Sacramento’s chief prosecutor, along with 40 other district attorneys, signed a petition to cancel the releases, suggesting a more transparent process going forward, Washington Examiner reported.
“This petition asks CDCR to repeal these regulations, begin the process anew, and allow for transparency and public input,” the statement read. “Victims, their families, and all Californians deserve a fair and honest debate about the wisdom of such drastic regulations.”
CDCR spokeswoman Dana Simas said the early release projections are a reward for “good behavior.”
“The goal is to increase incentives for the incarcerated population to practice good behavior and follow the rules while serving their time, and participate in rehabilitative and educational programs, which will lead to safer prisons,” she said, according to the Chronicle. “Additionally, these changes would help to reduce the prison population by allowing incarcerated persons to earn their way home sooner.”
Kent Scheidegger, legal director of the Criminal Justice Legal Foundation representing crime victims, said that inmates easily accumulate good-behavior credits — even while creating havoc inside prison walls, gvwire.com reported.
“You don’t have to be good to get good-time credits.
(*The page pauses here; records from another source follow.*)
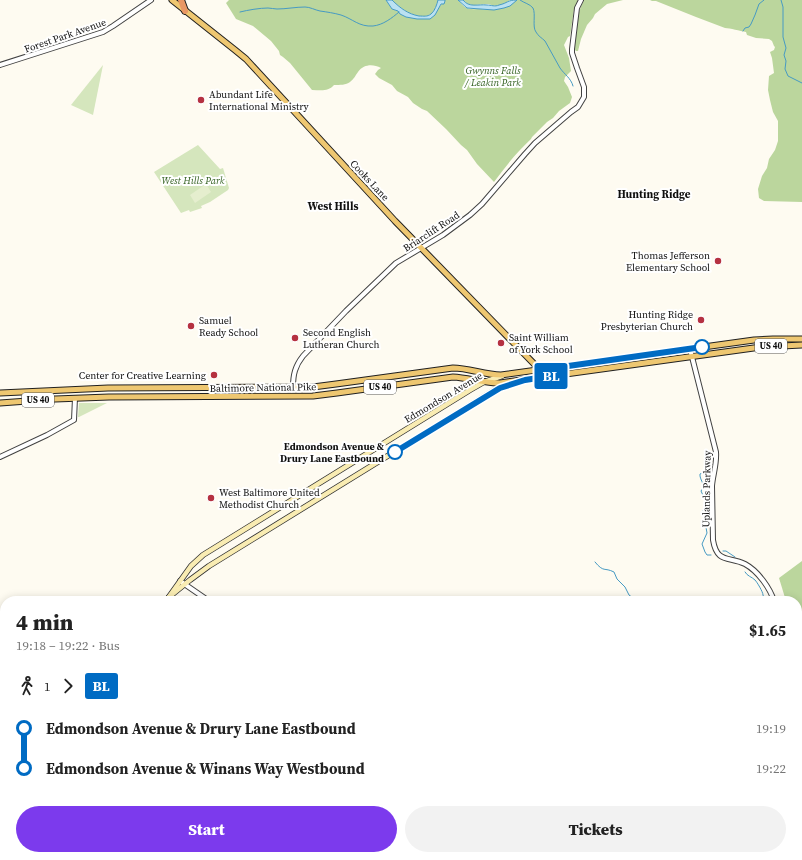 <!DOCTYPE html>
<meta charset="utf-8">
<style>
body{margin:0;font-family:"Source Serif 4",serif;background:#f2f2f2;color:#222;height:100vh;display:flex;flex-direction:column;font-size:15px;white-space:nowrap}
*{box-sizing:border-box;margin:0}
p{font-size:13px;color:#767676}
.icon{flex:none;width:22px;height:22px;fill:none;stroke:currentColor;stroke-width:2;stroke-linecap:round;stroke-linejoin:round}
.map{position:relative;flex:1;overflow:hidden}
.details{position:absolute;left:0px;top:596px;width:802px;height:264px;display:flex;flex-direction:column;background:#fff;border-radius:16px 16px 0 0;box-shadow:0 2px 10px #0003}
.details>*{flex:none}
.badge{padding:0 8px;border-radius:3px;font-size:14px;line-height:26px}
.map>.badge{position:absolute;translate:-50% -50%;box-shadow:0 0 0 2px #fff}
.legs{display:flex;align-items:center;gap:6px;height:44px;padding:0 16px;font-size:13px}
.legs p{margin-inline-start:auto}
.head{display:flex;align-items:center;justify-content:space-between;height:68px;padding:0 16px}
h1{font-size:22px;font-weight:800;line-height:30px}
.action{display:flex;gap:8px;margin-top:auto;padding:8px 16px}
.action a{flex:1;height:46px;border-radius:24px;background:#7c3aed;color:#fff;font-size:16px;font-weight:800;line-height:46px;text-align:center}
.action a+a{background:#f2f2f2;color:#222}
ul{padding:0 16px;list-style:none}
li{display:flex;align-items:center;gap:14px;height:40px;font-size:15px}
li i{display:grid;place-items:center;width:6px;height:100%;margin:0 5px;background:currentColor}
li i::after{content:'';width:10px;height:10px;margin:-5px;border:3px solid;border-radius:50%;background:#fff}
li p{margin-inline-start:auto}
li:first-child i{background:linear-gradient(#0000 50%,currentColor 0)}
li:last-child i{background:linear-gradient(currentColor 50%,#0000 0)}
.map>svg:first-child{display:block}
.green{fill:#d5e6bd}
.forest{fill:#bbd69d}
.pitch{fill:#e5eece}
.water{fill:#bae1f2;stroke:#469ac3}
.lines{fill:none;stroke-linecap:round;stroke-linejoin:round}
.stream{stroke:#469ac3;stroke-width:1}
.tertiary-casing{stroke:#424242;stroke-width:6}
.secondary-casing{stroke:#313131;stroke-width:6}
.primary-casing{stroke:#202020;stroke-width:7}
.motorway-casing{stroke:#202020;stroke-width:8}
.tertiary{stroke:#fff;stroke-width:4}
.secondary{stroke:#f9ecb2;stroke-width:4.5}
.primary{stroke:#eec771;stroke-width:5}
.motorway{stroke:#e99764;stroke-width:6}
.line-1-casing{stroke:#fff;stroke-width:9}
.line-1{stroke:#006bc3;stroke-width:6}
.poi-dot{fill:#b53141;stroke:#fff;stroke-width:1.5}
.stop-1-dot{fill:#fff;stroke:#006bc3;stroke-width:2}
.labels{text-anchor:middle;stroke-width:4;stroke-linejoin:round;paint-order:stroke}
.shield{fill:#fff;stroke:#575757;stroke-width:1}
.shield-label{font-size:9px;font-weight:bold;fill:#0f0f0f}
.street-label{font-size:10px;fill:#0f0f0f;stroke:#fff}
.park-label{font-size:10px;font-style:italic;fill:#356223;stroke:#fff}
.poi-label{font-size:10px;fill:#0f0f0f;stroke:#fff;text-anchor:start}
.stop-label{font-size:10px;font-weight:bold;fill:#0f0f0f;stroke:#fff;text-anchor:end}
.neighbourhood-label{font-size:11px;font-weight:bold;fill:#0f0f0f;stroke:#fff}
</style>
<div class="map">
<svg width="802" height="860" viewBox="0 0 802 860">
<rect width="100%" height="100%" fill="#fefbf1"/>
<g class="green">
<path d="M 103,65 L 93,115 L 71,105 Z"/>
<path d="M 198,145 L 220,169 L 223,168 L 229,188 L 228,190 L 210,202 L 201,206 L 202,208 L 190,212 L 189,210 L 181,213 L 154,172 Z"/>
<path d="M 79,403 L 107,403 L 79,417 L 78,417 Z"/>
</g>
<g class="forest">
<path d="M 229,0 L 386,0 L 392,9 L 398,11 L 400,14 L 430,18 L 445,0 L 458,0 C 460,2 462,5 465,7 C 469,10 475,9 481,9 C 497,10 503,10 517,0 L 578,0 L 574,9 L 570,36 L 568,37 L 564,45 L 569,58 L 571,71 L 565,77 L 564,81 L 568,87 L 572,97 L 570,103 L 559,111 L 553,118 L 547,122 L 532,137 L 531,139 C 517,152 505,167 494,182 L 477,164 L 467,150 L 461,145 L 446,129 L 427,111 L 422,109 L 413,103 L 408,97 L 397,91 L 392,85 L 379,78 L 375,74 L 378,70 L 381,68 C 373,64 364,64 358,72 C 355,76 354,79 350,82 C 346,85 340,85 334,85 C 328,92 321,90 312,90 L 290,63 L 283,57 L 280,55 L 279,51 L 271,41 L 253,26 L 236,19 L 226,3 Z"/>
<path d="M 392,0 L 438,0 C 437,4 435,11 431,14 C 427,17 424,16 419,16 C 408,14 400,8 392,0 Z"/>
<path d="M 463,0 L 510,0 C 507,2 504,4 501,5 C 496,7 492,5 488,4 C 478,4 470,8 463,0 Z"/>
<path d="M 584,0 L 623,0 L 607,4 L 595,14 L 593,18 L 587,25 L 581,39 L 578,51 L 576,51 L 574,49 C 576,33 576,14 584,0 Z"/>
<path d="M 650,0 L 802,0 L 802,202 L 764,201 L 759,198 L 758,189 L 762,176 L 767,168 L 769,159 L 775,150 L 778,141 L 778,121 L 773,112 L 770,100 L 768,90 L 769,76 L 774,73 L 772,58 L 770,52 L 774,50 L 775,47 L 774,46 L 772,41 L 769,39 L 756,38 L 747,35 L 746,32 C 740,31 730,28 725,28 L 696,17 L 656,1 L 652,1 Z"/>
<path d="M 802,561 L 802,636 L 797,630 L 797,601 L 786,601 L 779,578 Z"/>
</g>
<path class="pitch" d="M 206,184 L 211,192 L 195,203 L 190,195 Z"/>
<g class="water">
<path d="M 386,0 L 392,0 C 400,8 408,14 419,16 C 424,16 427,17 431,14 C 435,11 437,4 438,0 L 445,0 L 445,1 L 444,4 L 441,4 L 435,15 L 430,19 L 417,19 L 406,17 L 400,14 L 398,11 L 392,9 Z"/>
<path d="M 458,0 L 463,0 C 469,8 478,4 487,5 C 491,5 495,7 499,5 C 508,3 507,0 517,0 L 510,6 L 504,8 L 494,10 L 467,8 Z"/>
</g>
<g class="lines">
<g class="stream">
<path d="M 520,0 C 524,3 530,4 533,8 C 536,14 532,27 536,32 C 538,36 542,38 545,41 C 550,50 555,59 560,68 C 564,74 571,78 573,86"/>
<path d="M 781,0 L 783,7 L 783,37 L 786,48 L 784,55 L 786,61 L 785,69 L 788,76 L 802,83"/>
<path d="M 240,12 C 248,10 260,8 268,8 C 271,8 274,9 277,9 C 286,9 296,7 305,7 C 310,7 315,10 320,11 C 327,12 334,13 341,15 C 353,19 359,27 373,26 C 383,25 392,18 399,12"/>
<path d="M 743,31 L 745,28 L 749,27 L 751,24 L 755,15 L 759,4 L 764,0"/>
<path d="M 710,458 L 707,463 L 706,471 L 700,474 L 700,476 C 701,482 706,485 701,491 L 707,504 L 703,511 L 707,533 L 702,544 L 705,552 L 707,555 L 711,555"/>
<path d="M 723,551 L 726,551 L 735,557"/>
<path d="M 595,562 C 604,573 604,567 614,572 L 617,579 L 625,587 L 629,595 L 637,601"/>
<path d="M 745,572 C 747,576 752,577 755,580 C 757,582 763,592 763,595 C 764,597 763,599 764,601"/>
<path d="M 797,677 L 802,681"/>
<path d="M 210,857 L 213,860"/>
</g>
<defs>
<g id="tertiary">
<path d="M 0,65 L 103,32 L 113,26 L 151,0"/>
<path d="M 690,349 L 716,452 C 717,464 713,474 712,486 L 713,540 C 717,564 729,556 745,564 C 758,571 770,588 774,601"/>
<path d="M 293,387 C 293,375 295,366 303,356 L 346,311 L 396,263 L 443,235 L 470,215 L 482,204 L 525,154 L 535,143 L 571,112 L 578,107 L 584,97 L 584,87 L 577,68 L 572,53 L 572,49 L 577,8 L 581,0"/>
<path d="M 0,457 L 47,435 L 74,420 L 75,398"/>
<path d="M 180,581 L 209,601"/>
<path d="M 797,665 L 802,669"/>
<path d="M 639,855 L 644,860"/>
</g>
<g id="secondary">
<path d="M 169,597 L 190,580 L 209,566 L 493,391 L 505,385 L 514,383"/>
<path d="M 166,601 L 191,566 L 203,555 L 470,390 L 484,382 L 502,376"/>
<path d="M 0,814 L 5,806"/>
</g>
<g id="primary">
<path d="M 172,0 L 235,50 L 246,59 L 395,221 L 541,371"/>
<path d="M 0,393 L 108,388 L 313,387 L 336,384 L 453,368 C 469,368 485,375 501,375 L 754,340 L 773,339 L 802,339"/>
<path d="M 0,403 L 55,399 L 109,397 L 313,396 L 337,393 L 453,377 C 469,378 484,383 500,383 L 761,347 L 802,345"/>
</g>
<path id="motorway" d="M 181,0 L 185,11"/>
</defs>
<use href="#tertiary" class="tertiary-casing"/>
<use href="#secondary" class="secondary-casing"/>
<use href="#primary" class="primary-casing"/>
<use href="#motorway" class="motorway-casing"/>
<use href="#tertiary" class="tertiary"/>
<use href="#secondary" class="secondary"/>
<use href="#primary" class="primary"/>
<use href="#motorway" class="motorway"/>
</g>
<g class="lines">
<defs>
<path id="line-1" d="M 395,452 L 500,388 L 525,380 L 551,376 L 546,374 L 540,370 L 702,347"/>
</defs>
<use href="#line-1" class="line-1-casing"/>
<use href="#line-1" class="line-1"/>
</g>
<g class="poi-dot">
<circle cx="201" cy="100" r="4"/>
<circle cx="718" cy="261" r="4"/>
<circle cx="701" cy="320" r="4"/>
<circle cx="191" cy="326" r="4"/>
<circle cx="295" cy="338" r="4"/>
<circle cx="501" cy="343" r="4"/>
<circle cx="214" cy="375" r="4"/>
<circle cx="211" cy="498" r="4"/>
</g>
<g class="stop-1-dot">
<circle cx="702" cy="347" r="7"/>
<circle cx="395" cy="452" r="7"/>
</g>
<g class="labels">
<g class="shield">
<rect x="755" y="339" width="32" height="14" rx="3"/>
<rect x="364" y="380" width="32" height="14" rx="3"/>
<rect x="22" y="393" width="32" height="14" rx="3"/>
</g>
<g class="shield-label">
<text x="771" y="349">US 40</text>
<text x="380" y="390">US 40</text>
<text x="38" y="403">US 40</text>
</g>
<g class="street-label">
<text transform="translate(65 35) rotate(-19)" y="4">Forest Park Avenue</text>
<text transform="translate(370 180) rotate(47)" y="4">Cooks Lane</text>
<text transform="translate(431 231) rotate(-33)" y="4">Briarclift Road</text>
<text transform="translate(263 387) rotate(-1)" y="4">Baltimore National Pike</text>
<text transform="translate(443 397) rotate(-31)" y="4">Edmondson Avenue</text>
<text transform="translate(706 489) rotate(-89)" y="4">Uplands Parkway</text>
</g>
<g class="park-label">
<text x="493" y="74">Gwynns Falls<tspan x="493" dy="12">/ Leakin Park</tspan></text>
<text x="193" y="184">West Hills Park</text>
</g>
<g class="poi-label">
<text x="209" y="98">Abundant Life<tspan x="209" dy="12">International Ministry</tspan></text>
<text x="710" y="259" text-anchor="end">Thomas Jefferson<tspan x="710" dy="12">Elementary School</tspan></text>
<text x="693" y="318" text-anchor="end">Hunting Ridge<tspan x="693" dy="12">Presbyterian Church</tspan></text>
<text x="199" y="324">Samuel<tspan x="199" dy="12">Ready School</tspan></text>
<text x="303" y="336">Second English<tspan x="303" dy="12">Lutheran Church</tspan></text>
<text x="509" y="341">Saint William<tspan x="509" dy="12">of York School</tspan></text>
<text x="206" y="379" text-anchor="end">Center for Creative Learning</text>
<text x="219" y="496">West Baltimore United<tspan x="219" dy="12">Methodist Church</tspan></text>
</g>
<g class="stop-label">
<text x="384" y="450">Edmondson Avenue &amp;<tspan x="384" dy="12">Drury Lane Eastbound</tspan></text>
</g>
<g class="neighbourhood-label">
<text x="654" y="198">Hunting Ridge</text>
<text x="333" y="210">West Hills</text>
</g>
</g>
</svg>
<b class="badge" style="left:551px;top:376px;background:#006bc3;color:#fff">BL</b>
<section class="details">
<div class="head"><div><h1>4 min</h1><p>19:18 – 19:22 · Bus</p></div><b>$1.65</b></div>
<div class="legs"><svg class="icon" aria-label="walk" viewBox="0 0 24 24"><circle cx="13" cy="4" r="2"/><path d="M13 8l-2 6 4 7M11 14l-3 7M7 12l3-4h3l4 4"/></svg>1<svg class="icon" aria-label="forward" viewBox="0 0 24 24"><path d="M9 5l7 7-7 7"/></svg><b class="badge" style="background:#006bc3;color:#fff">BL</b></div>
<ul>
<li><i style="color:#006bc3"></i><b>Edmondson Avenue &amp; Drury Lane Eastbound</b><p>19:19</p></li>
<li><i style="color:#006bc3"></i><b>Edmondson Avenue &amp; Winans Way Westbound</b><p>19:22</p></li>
</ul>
<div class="action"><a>Start</a><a>Tickets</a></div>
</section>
</div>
People who lose good-time credits for misconduct get them back, they don’t stay gone,” he said. “They could be a useful device for managing the population if they had more teeth in them. But they don’t. They’re in reality just a giveaway.”
The top Republican candidate to recall Gov. Gavin Newsom — former San Diego Mayor Kevin Faulconer — criticized the early releases.
“The decision to release tens of thousands of violent criminals onto our streets is a blatant assault on public safety in California,” Faulconer said in a news release. “This will put countless families at risk across our state. Reckless and dangerous decisions like these have become all too common under Gavin Newsom.”
It is unclear whether the DA’s petition will have an impact on the projected release of all or a portion of the inmates.